Transcribe each line of the material exactly as it stands.
■ ■ ■ ■
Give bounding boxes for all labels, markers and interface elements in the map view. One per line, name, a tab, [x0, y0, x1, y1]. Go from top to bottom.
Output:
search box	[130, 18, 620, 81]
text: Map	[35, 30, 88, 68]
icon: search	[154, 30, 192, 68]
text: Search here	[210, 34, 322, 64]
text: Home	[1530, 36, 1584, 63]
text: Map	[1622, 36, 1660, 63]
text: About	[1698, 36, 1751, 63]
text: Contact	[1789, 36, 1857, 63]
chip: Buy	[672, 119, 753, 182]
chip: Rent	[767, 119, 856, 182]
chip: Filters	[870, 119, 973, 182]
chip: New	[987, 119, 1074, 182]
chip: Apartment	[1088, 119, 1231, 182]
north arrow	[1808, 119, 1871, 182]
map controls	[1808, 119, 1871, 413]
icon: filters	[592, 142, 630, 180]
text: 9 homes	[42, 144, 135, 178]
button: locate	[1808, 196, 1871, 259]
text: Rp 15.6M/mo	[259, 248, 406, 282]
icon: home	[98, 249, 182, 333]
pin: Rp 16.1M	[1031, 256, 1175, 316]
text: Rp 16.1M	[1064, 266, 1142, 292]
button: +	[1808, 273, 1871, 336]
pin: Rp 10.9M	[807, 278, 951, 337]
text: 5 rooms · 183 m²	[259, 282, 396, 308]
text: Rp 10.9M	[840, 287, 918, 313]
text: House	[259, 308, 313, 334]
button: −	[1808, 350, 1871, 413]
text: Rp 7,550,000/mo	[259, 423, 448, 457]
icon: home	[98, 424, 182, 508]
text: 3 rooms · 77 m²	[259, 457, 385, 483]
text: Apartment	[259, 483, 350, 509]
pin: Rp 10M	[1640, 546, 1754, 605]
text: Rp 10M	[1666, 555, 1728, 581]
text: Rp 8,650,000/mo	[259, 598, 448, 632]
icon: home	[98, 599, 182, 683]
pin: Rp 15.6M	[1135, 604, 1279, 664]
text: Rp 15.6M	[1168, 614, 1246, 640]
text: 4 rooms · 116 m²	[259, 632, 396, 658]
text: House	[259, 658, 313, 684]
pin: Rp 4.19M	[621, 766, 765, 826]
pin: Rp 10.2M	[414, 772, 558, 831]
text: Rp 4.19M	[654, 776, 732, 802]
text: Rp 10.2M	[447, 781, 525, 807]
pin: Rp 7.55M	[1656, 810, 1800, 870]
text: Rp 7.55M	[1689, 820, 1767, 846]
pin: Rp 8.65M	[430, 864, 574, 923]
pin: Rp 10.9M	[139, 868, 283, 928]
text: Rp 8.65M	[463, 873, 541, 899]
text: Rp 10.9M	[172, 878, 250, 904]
■ ■ ■ ■
### ANSWER
Give bounding boxes for all labels, markers and interface elements in the map view. One per line, name, a tab, [x0, y0, x1, y1]. Go from top to bottom.
Output:
search box	[130, 18, 620, 81]
text: Map	[35, 30, 88, 68]
icon: search	[154, 30, 192, 68]
text: Search here	[210, 34, 322, 64]
text: Home	[1530, 36, 1584, 63]
text: Map	[1622, 36, 1660, 63]
text: About	[1698, 36, 1751, 63]
text: Contact	[1789, 36, 1857, 63]
chip: Buy	[672, 119, 753, 182]
chip: Rent	[767, 119, 856, 182]
chip: Filters	[870, 119, 973, 182]
chip: New	[987, 119, 1074, 182]
chip: Apartment	[1088, 119, 1231, 182]
north arrow	[1808, 119, 1871, 182]
map controls	[1808, 119, 1871, 413]
icon: filters	[592, 142, 630, 180]
text: 9 homes	[42, 144, 135, 178]
button: locate	[1808, 196, 1871, 259]
text: Rp 15.6M/mo	[259, 248, 406, 282]
icon: home	[98, 249, 182, 333]
pin: Rp 16.1M	[1031, 256, 1175, 316]
text: Rp 16.1M	[1064, 266, 1142, 292]
button: +	[1808, 273, 1871, 336]
pin: Rp 10.9M	[807, 278, 951, 337]
text: 5 rooms · 183 m²	[259, 282, 396, 308]
text: Rp 10.9M	[840, 287, 918, 313]
text: House	[259, 308, 313, 334]
button: −	[1808, 350, 1871, 413]
text: Rp 7,550,000/mo	[259, 423, 448, 457]
icon: home	[98, 424, 182, 508]
text: 3 rooms · 77 m²	[259, 457, 385, 483]
text: Apartment	[259, 483, 350, 509]
pin: Rp 10M	[1640, 546, 1754, 605]
text: Rp 10M	[1666, 555, 1728, 581]
text: Rp 8,650,000/mo	[259, 598, 448, 632]
icon: home	[98, 599, 182, 683]
pin: Rp 15.6M	[1135, 604, 1279, 664]
text: Rp 15.6M	[1168, 614, 1246, 640]
text: 4 rooms · 116 m²	[259, 632, 396, 658]
text: House	[259, 658, 313, 684]
pin: Rp 4.19M	[621, 766, 765, 826]
pin: Rp 10.2M	[414, 772, 558, 831]
text: Rp 4.19M	[654, 776, 732, 802]
text: Rp 10.2M	[447, 781, 525, 807]
pin: Rp 7.55M	[1656, 810, 1800, 870]
text: Rp 7.55M	[1689, 820, 1767, 846]
pin: Rp 8.65M	[430, 864, 574, 923]
pin: Rp 10.9M	[139, 868, 283, 928]
text: Rp 8.65M	[463, 873, 541, 899]
text: Rp 10.9M	[172, 878, 250, 904]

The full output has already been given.